Credit Constraints, Housing Finance and the Monetary Transmission to Consumption
- Author(s): Pan, Xuefeng
- Advisor(s): Chauvet, Marcelle
- et al.
This dissertation is intended to study the effect of housing wealth on consumption. It first builds a panel of micro home prices in U.S. and evidences a credit channel that finances consumption by home equity withdrawals. More importantly, the size of the credit channel is found to be much bigger than the one in the literature with aggregate home prices. Next, it shows that the credit channel is also working in China but is enabled by private credits from relatives and friends, not by bank credits as in U.S., though it is neutralized by precautionary savings due to uncertainties out of bad health and raising children under the one-child policy. Moreover, this dissertation shows in aggregate data that a fall in monetary policy rate reduces the prime mortgage spread over safe rate and induces banks to increase the supply of risky high-yield mortgages. This process heats the housing market and home equity withdrawals, suggesting a monetary transmission to consumption via the housing sector.
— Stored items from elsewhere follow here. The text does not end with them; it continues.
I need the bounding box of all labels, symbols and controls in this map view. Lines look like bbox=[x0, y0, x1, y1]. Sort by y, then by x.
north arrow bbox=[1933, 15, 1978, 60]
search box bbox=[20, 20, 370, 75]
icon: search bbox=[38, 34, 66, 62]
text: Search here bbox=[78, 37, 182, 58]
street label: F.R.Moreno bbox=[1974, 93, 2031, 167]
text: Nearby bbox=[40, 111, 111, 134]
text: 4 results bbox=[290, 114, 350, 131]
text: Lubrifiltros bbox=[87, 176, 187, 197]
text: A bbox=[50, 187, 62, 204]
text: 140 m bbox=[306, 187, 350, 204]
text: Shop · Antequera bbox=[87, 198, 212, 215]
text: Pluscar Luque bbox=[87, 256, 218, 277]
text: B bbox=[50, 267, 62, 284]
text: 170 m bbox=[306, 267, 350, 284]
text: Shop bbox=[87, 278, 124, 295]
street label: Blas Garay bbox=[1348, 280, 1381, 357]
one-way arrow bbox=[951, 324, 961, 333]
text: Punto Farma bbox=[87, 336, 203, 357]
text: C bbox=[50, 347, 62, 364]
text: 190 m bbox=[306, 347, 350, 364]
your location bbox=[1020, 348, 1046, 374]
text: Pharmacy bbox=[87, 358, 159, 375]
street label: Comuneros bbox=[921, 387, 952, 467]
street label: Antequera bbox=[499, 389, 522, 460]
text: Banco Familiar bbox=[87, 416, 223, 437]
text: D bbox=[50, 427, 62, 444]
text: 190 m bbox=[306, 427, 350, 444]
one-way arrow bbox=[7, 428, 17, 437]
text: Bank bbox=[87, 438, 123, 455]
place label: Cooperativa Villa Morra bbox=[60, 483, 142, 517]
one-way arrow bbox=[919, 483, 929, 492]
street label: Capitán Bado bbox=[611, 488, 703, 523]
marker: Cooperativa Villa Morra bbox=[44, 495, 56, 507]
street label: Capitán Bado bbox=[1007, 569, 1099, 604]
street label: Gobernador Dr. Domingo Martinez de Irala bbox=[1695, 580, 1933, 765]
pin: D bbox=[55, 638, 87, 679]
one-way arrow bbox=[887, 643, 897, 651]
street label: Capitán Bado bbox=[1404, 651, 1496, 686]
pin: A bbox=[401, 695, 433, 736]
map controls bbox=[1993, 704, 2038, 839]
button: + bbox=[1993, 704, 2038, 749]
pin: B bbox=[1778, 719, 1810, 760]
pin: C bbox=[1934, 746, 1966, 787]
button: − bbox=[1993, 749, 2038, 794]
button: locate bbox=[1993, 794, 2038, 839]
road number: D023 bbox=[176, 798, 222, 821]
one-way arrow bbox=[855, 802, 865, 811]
Data in this dissertation is from the Consumer Expenditure Survey 2001-2006, the Survey of Consumer Finance 2004 and 2007, the China Household Finance Survey 2013, and the St. Louis Fed FRED 1992-2006. Strategies are an estimated representative agent model with housing wealth and varying MPC that views an excess consumption response to housing wealth growths by constrained households as evidence of a credit channel, and a Sequential VAR that first captures the response of the prime mortgage spread to monetary shocks, then that of risky mortgages to changes in the spread, and finally the response of housing sector to developments in risky mortgages.
This dissertation adds to the literature by building and utilizing micro home prices that produce new results on the housing wealth effect, by showing that home equity withdrawals for consumption are independent of specific housing finance institutions, and by proving that monetary policy shocks also transmit to consumption through the housing sector, in addition to the balance-sheet channel often found.